Durante la década de 1930, en plena Gran Depresión, el carpintero Arthur Paulin diseñó una versión de la bagatelle con cristal para su hija, que rápidamente se transformó en un negocio de pinball en los barrios de Nueva York. La máquina permitía la inserción de monedas y la devolución automática de la bola, lo que atrajo a niños y adultos por igual. Su popularidad creció tanto que pronto se instalaron cientos de unidades en salones y bares, convirtiéndose en una fuente de ingresos inesperada en tiempos de crisis.
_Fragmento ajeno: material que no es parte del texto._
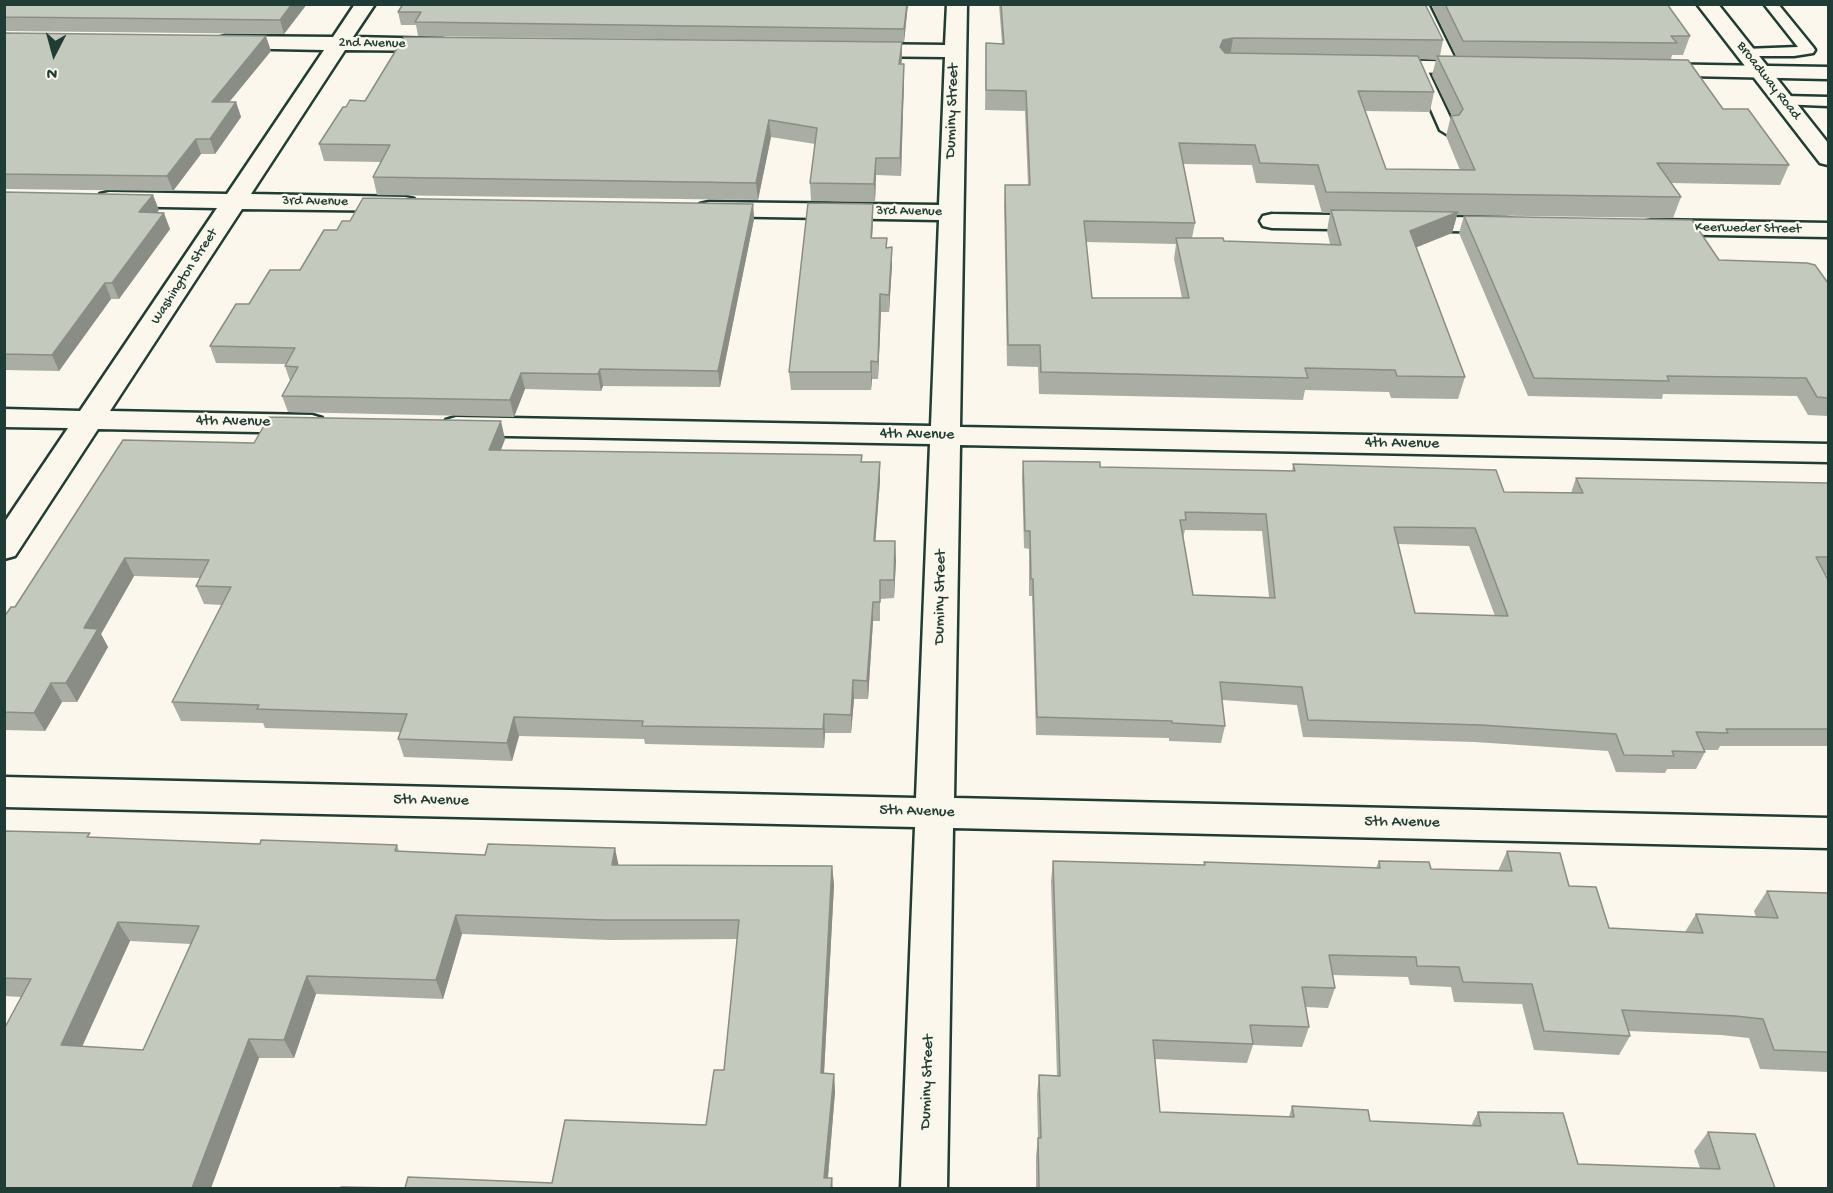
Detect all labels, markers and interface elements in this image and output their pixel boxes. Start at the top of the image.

La campaña de LaGuardia y la prohibición de 1942

El alcalde Fiorello LaGuardia percibió el pinball como una forma de juego de azar vinculada al crimen organizado y a la evasión escolar. En 1942 emitió una orden que prohibió su uso en la ciudad, justificando la medida con la necesidad de destinar el metal de las máquinas a la producción bélica durante la Segunda Guerra Mundial. La policía confiscó alrededor de 3.000 unidades, equivalentes a una quinta parte del total instalado, y las destruyó para obtener una tonelada de metal que sería reutilizada en armamento.

Los flippers y la revocación de la prohibición

Todo cambió en 1947 cuando se introdujeron los flippers, palas que permitían al jugador influir en la trayectoria de la bola. El editor y jugador Roger Sharpe aprovechó esta innovación para demostrar ante el ayuntamiento de Nueva York que el pinball ya no dependía exclusivamente del azar. Con una jugada precisa en la máquina El Dorado, logró que la bola alcanzara el carril central, convenciendo a los funcionarios de que el juego requería habilidad. Esa prueba obligó a levantar la prohibición, poniendo fin a más de tres décadas de restricción.